This article examines a few Mississippi laws that could affect any settlement or lawsuit after a car accident in the state. We'll look at Mississippi's time limits for filing a court case after an accident, as well as how Mississippi's status as a "pure" comparative fault state may affect your injury claim if you are found to be partly at fault for the accident.
Like all other states, Mississippi has a law that limits the amount of time you have to file a lawsuit after a car accident. This rule, known as the "statute of limitations," gives you three years from the date of the accident to file your case in court (Title 15, Ch. 1, Secs. 15-1-36, 15-1-35, 15-1-49). This three-year limit applies whether your lawsuit is over personal injuries or property damage (i.e. damage to your car).
The statute of limitations only affects how long you have to file a lawsuit after a car accident in Mississippi. It does not affect how long you have to file a claim with your insurance company after an accident. But it's often wise to file your insurance claim as soon as you can, for two reasons. First, filing your claim quickly means getting a quicker settlement and getting on with your life after a car accident. Second, getting the insurance claim process started right away will help ensure that you have plenty of time to go to court and get your lawsuit filed (in terms of the statute of limitations deadline) if settlement negotiations break down.
In Mississippi, who is on the financial hook for medical bills, vehicle damage, and other losses resulting from a car accident usually depends on who was legally "at fault" for causing the crash.
In the rare event that your car accident case makes it all the way to trial, the jury will make a finding on who was at fault, and will decide how much in the way of compensation (known as "damages") the liable party should pay. But what happens when a jury decides that both you and another person involved in the crash are both at fault? Mississippi uses a "pure" comparative fault rule in that situation. Under this rule, your damages are reduced by the percentage of fault that was assigned to you.

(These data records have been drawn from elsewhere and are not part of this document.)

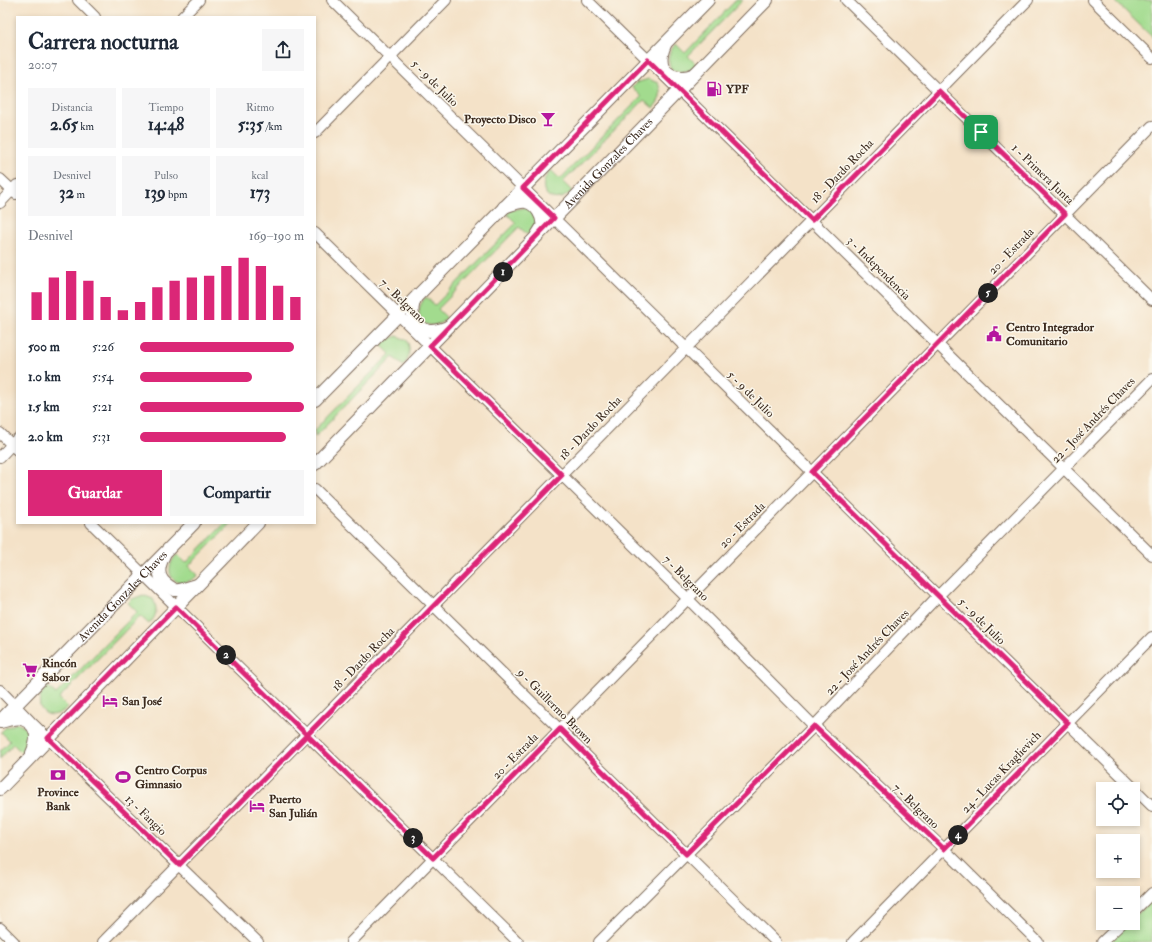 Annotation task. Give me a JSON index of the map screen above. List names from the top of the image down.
{
  "streets": {
    "main road": ["Avenida Gonzales Chaves"],
    "street": [
      "5 - 9 de Julio",
      "18 - Dardo Rocha",
      "1 - Primera Junta",
      "20 - Estrada",
      "3 - Independencia",
      "7 - Belgrano",
      "22 - José Andrés Chaves",
      "9 - Guillermo Brown",
      "24 - Lucas Kraglievich",
      "13 - Fangio"
    ]
  },
  "crossings": [
    ["5 - 9 de Julio", "Avenida Gonzales Chaves"],
    ["5 - 9 de Julio", "18 - Dardo Rocha"],
    ["5 - 9 de Julio", "20 - Estrada"],
    ["5 - 9 de Julio", "22 - José Andrés Chaves"],
    ["5 - 9 de Julio", "24 - Lucas Kraglievich"],
    ["Avenida Gonzales Chaves", "3 - Independencia"],
    ["Avenida Gonzales Chaves", "7 - Belgrano"],
    ["Avenida Gonzales Chaves", "13 - Fangio"],
    ["18 - Dardo Rocha", "1 - Primera Junta"],
    ["18 - Dardo Rocha", "3 - Independencia"],
    ["18 - Dardo Rocha", "7 - Belgrano"],
    ["18 - Dardo Rocha", "9 - Guillermo Brown"],
    ["18 - Dardo Rocha", "13 - Fangio"],
    ["1 - Primera Junta", "20 - Estrada"],
    ["20 - Estrada", "3 - Independencia"],
    ["20 - Estrada", "7 - Belgrano"],
    ["20 - Estrada", "9 - Guillermo Brown"],
    ["3 - Independencia", "22 - José Andrés Chaves"],
    ["7 - Belgrano", "22 - José Andrés Chaves"],
    ["7 - Belgrano", "24 - Lucas Kraglievich"],
    ["22 - José Andrés Chaves", "9 - Guillermo Brown"]
  ],
  "places": {
    "fuel station": ["YPF"],
    "bar": ["Proyecto Disco"],
    "public building": ["Centro Integrador Comunitario"],
    "supermarket": ["Rincón Sabor"],
    "hotel": ["San José", "Puerto San Julián"],
    "bank": ["Province Bank"],
    "sports": ["Centro Corpus Gimnasio"]
  },
  "page": {
    "heading": ["Carrera nocturna", "20:07"],
    "stats": [
      ["Distancia", "2.65 km"],
      ["Tiempo", "14:48"],
      ["Ritmo", "5:35 /km"],
      ["Desnivel", "32 m"],
      ["Pulso", "139 bpm"],
      ["kcal", "173"]
    ],
    "chart": ["Desnivel", "169–190 m"],
    "pins": [
      "1",
      "5",
      "2",
      "4",
      "3"
    ],
    "list": [
      {
        "name": "500 m",
        "note": "5:26"
      },
      {
        "name": "1.0 km",
        "note": "5:54"
      },
      {
        "name": "1.5 km",
        "note": "5:21"
      },
      {
        "name": "2.0 km",
        "note": "5:31"
      }
    ],
    "buttons": ["Guardar", "Compartir"],
    "map_buttons": ["+", "−"]
  }
}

For instance, suppose that in your case, the jury decides your damages amount to $20,000, and that you were 40 percent at fault for the accident, while the other driver was 60 percent at fault. Under Mississippi's pure comparative fault rule, you can receive $12,000, or $20,000 minus the 40 percent of fault that was assigned to you.
Mississippi's pure comparative fault rule will likely come into play even during settlement negotiations. If the adjuster is adamant that you share some amount of of legal responsibility for the accident, he or she will keep an eye towards what were to happen if your case made it to trial, and any settlement offer will likely be reduced to reflect your perceived share of fault.
Any car accident claim is sure to be affected by Mississippi's car insurance rules, including those that set minimum insurance coverage requirements for owners and operators of vehicles in the state. For more information on these rules, see our article Car Insurance Laws in Mississippi.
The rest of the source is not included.